Exercise details>
From the entries, copy out every line in which the word "linejoin" is found.

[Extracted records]
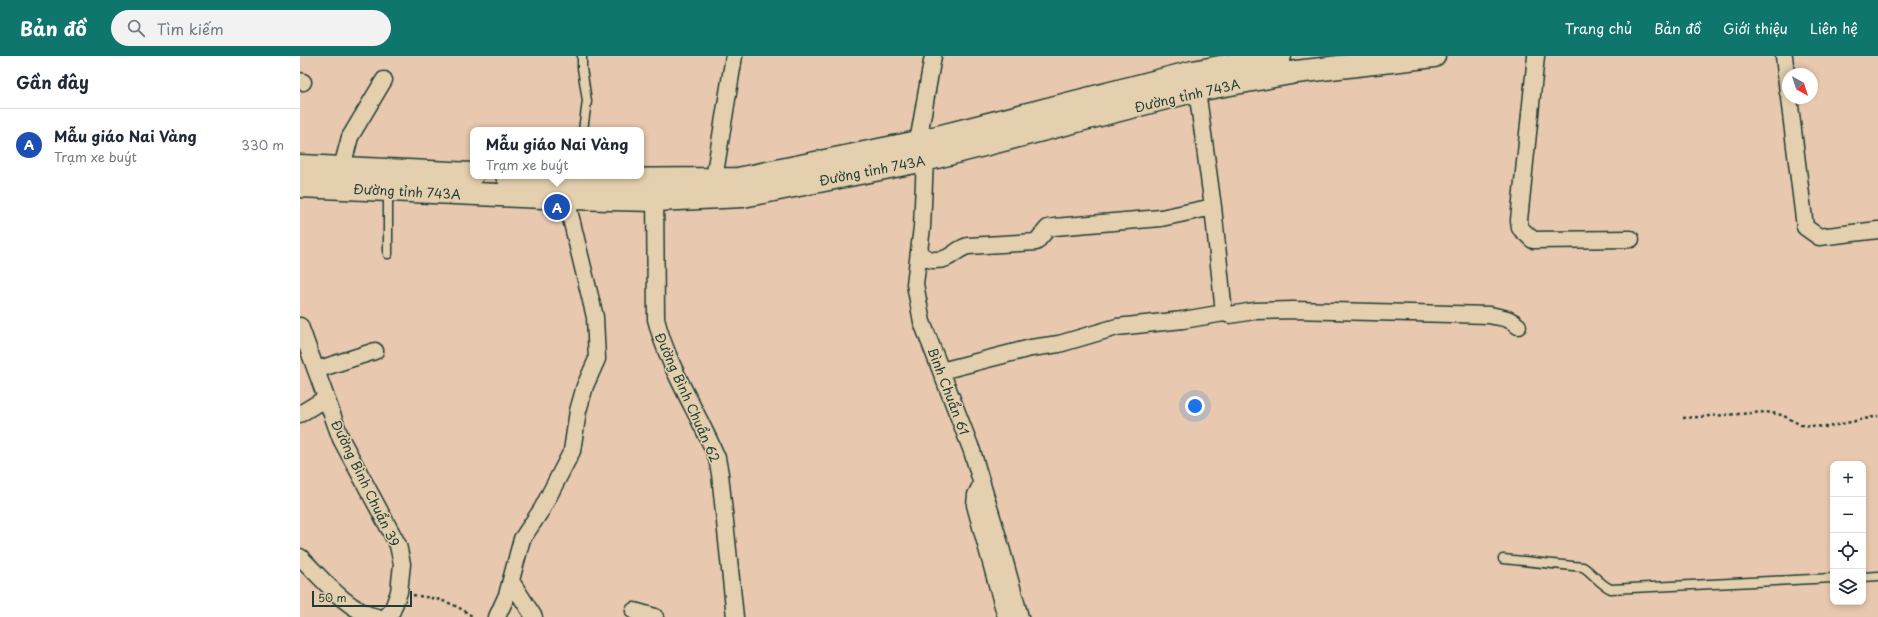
<!DOCTYPE html>
<html lang="vi">
<meta charset="utf-8">
<style>
body{margin:0;font-family:"Playpen Sans",sans-serif;background:#f2f2f3;color:#1f2937}
.controls{position:absolute;right:12px;bottom:12px;display:grid;overflow:hidden;border-radius:8px;box-shadow:0 2px 6px #0003}
.controls button{width:36px;height:36px;display:grid;place-items:center;padding:0;border:0;border-bottom:1px solid #e0e1e3;background:#fff;color:#1f2937;font:20px sans-serif}
.compass{position:absolute;left:1482px;top:12px;width:36px;height:36px;border-radius:50%;background:#fff;box-shadow:0 2px 6px #0003;rotate:141deg}
.scale{position:absolute;left:12px;bottom:10px;width:100px;box-sizing:border-box;padding-left:4px;border:2px solid #1f3d34;border-top:0;font-size:11px;line-height:14px;white-space:nowrap;color:#1f3d34;-webkit-text-stroke:3px #e4cfae;paint-order:stroke}
.you{position:absolute;left:895px;top:350px;width:14px;height:14px;margin:-10px;border:3px solid #fff;border-radius:50%;background:#1a73e8;box-shadow:0 0 0 6px #1a73e833}
.badge{display:grid;place-items:center;width:26px;height:26px;border-radius:50%;background:#0f766e;color:#fff;font-size:13px;font-weight:700}
.pin{position:absolute;translate:-50% -50%;border:2px solid #fff;box-shadow:0 1px 4px #0006}
.popup{position:absolute;left:170px;top:71px;width:174px;height:52px;box-sizing:border-box;display:grid;place-content:center;border-radius:8px;background:#fff;filter:drop-shadow(0 1px 3px #0005);font-size:13px;white-space:nowrap;color:#747a83}
.popup b{font-size:15px;color:#1f2937}
.popup::after{content:'';position:absolute;left:50%;top:100%;margin-left:-8px;border:8px solid transparent;border-top-color:#fff}
.list{margin:0;padding:0;list-style:none}
h2{display:flex;justify-content:space-between;align-items:center;height:52px;margin:0;padding:0 16px;font-size:17px}
h2 small{font-size:13px;font-weight:400;color:#747a83}
.list li{display:grid;grid-template-columns:26px 1fr auto;gap:12px;align-items:center;box-sizing:border-box;height:72px;padding:0 16px;border-top:1px solid #e0e1e3}
.list b{display:block;font-size:15px;white-space:nowrap}
.list p{margin:0;font-size:13px;white-space:nowrap;color:#747a83}
.list em{font-size:13px;font-style:normal;color:#747a83}
.icon{flex:none;width:22px;height:22px;fill:none;stroke:currentColor;stroke-width:2;stroke-linecap:round;stroke-linejoin:round}
.map{position:relative;flex:none;width:1578px;height:561px;overflow:hidden}
header{display:flex;align-items:center;gap:24px;box-sizing:border-box;height:56px;padding:0 20px;background:#0f766e;color:#fff}
header strong{font-size:19px}
nav{display:flex;gap:22px;margin-inline-start:auto;font-size:14px}
.search{width:280px;height:36px;background:#f2f2f3;display:flex;align-items:center;gap:10px;box-sizing:border-box;padding:0 14px;border-radius:22px;color:#747a83;font-size:15px}
main{display:flex}
aside{flex:1;background:#fff}
.map>svg:first-child{display:block}
</style>
<header>
<strong>Bản đồ</strong>
<div class="search"><svg class="icon" aria-label="search" viewBox="0 0 24 24"><circle cx="10" cy="10" r="6"/><path d="M15 15l6 6"/></svg>Tìm kiếm</div>
<nav><a>Trang chủ</a><a>Bản đồ</a><a>Giới thiệu</a><a>Liên hệ</a></nav>
</header>
<main>
<aside>
<h2>Gần đây<small></small></h2>
<ul class="list">
<li><span class="badge" style="background:#1a4fb4">A</span><div><b>Mẫu giáo Nai Vàng</b><p>Trạm xe buýt</p></div><em>330 m</em></li>
</ul>
</aside>
<div class="map">
<svg width="1578" height="561" viewBox="0 0 1578 561">
<rect width="100%" height="100%" fill="#e8c8ae"/>
<filter id="ink" filterUnits="userSpaceOnUse"><feTurbulence type="fractalNoise" baseFrequency=".025" numOctaves="2"/><feDisplacementMap in="SourceGraphic" scale="8" xChannelSelector="R" yChannelSelector="G"/><feConvolveMatrix kernelMatrix="1 2 1 2 8 2 1 2 1" color-interpolation-filters="sRGB"/></filter>
<g filter="url(#ink)">
<g fill="none" stroke-linecap="round" stroke-linejoin="round">
<defs>
<path id="lane" d="M282,0V12L287,45L283,74
M88,136V198
M1203,503L1283,511C1293,517 1300,529 1311,533L1533,522
M1563,521L1578,520"/>
<path id="street" d="M1236,0L1219,164L1220,172L1233,184L1331,183
M1484,0L1488,37
M0,25L3,26
M897,34L913,151L924,257L930,259L954,255L993,254L1190,259C1201,262 1209,261 1218,270
M1489,42L1505,171L1519,181L1578,174
M618,86L633,0
M625,104L622,171L615,228L622,266L672,395L700,488L720,561
M42,111L50,81L84,24
M414,123L434,0
M355,133L356,263C368,312 398,356 417,402L420,418L435,561
M619,199C624,199 628,204 633,204C652,205 653,194 668,190L736,186L748,172L754,171L861,162L913,151
M0,270L41,383L98,489L102,508L99,536L92,555L86,561
M16,314L75,295
M641,315L731,292L759,288L817,271L883,264L924,257
M0,358L26,342
M682,427L676,439L675,449L706,561
M0,501C20,520 48,556 77,561
M211,525L234,561
M334,555L355,561
M197,561L207,539L222,483L242,453L272,395L278,355L285,330L297,303L295,261L266,142"/>
<path id="secondary" d="M0,110L173,118
M207,120L266,124L438,123L618,86L893,16L980,0
M0,130L266,142L356,144L443,140L625,104L897,34L996,16L1134,0"/>
</defs>
<use href="#lane" stroke="#1f3d34" stroke-width="11"/>
<use href="#street" stroke="#1f3d34" stroke-width="19"/>
<use href="#secondary" stroke="#1f3d34" stroke-width="25"/>
<path stroke="#1f3d34" stroke-width="2.5" stroke-dasharray="3 3" stroke-linecap="butt" d="M1383,362L1466,356L1482,359L1501,369L1528,371L1578,360
M113,539C138,543 152,545 173,561"/>
<use href="#lane" stroke="#e4cfae" stroke-width="8"/>
<use href="#street" stroke="#e4cfae" stroke-width="16"/>
<use href="#secondary" stroke="#e4cfae" stroke-width="22"/>
</g>
</g>
<g text-anchor="middle" dominant-baseline="central" stroke-width="3" stroke-linejoin="round" paint-order="stroke">
<g font-size="13" fill="#1f3d34" stroke="#e4cfae">
<text transform="translate(887 39) rotate(-13)">Đường tỉnh 743A</text>
<text transform="translate(572 114) rotate(-11)">Đường tỉnh 743A</text>
<text transform="translate(107 135) rotate(3)">Đường tỉnh 743A</text>
<text transform="translate(649 335) rotate(69)">Bình Chuẩn 61</text>
<text transform="translate(388 341) rotate(66)">Đường Bình Chuẩn 62</text>
<text transform="translate(66 427) rotate(64)">Đường Bình Chuẩn 39</text>
</g>
</g>
</svg>
<div class="controls">
<button>+</button>
<button>−</button>
<button><svg class="icon" aria-label="locate" viewBox="0 0 24 24"><circle cx="12" cy="12" r="6"/><path d="M12 2v4M12 18v4M2 12h4M18 12h4"/></svg></button>
<button><svg class="icon" aria-label="layers" viewBox="0 0 24 24"><path d="M12 4l9 5-9 5-9-5zM3 14l9 5 9-5"/></svg></button>
</div>
<svg class="compass" viewBox="-18 -18 36 36"><path d="M0-13l5 13h-10z" fill="#e53935"/><path d="M0 13l5-13h-10z" fill="#747a83"/></svg>
<div class="scale">50 m</div>
<div class="you"></div>
<div class="pin badge" style="left:257px;top:151px;background:#1a4fb4">A</div>
<div class="popup"><b>Mẫu giáo Nai Vàng</b>Trạm xe buýt</div>
</div>
</main>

Result for this exercise>
.icon{flex:none;width:22px;height:22px;fill:none;stroke:currentColor;stroke-width:2;stroke-linecap:round;stroke-linejoin:round}
<g fill="none" stroke-linecap="round" stroke-linejoin="round">
<g text-anchor="middle" dominant-baseline="central" stroke-width="3" stroke-linejoin="round" paint-order="stroke">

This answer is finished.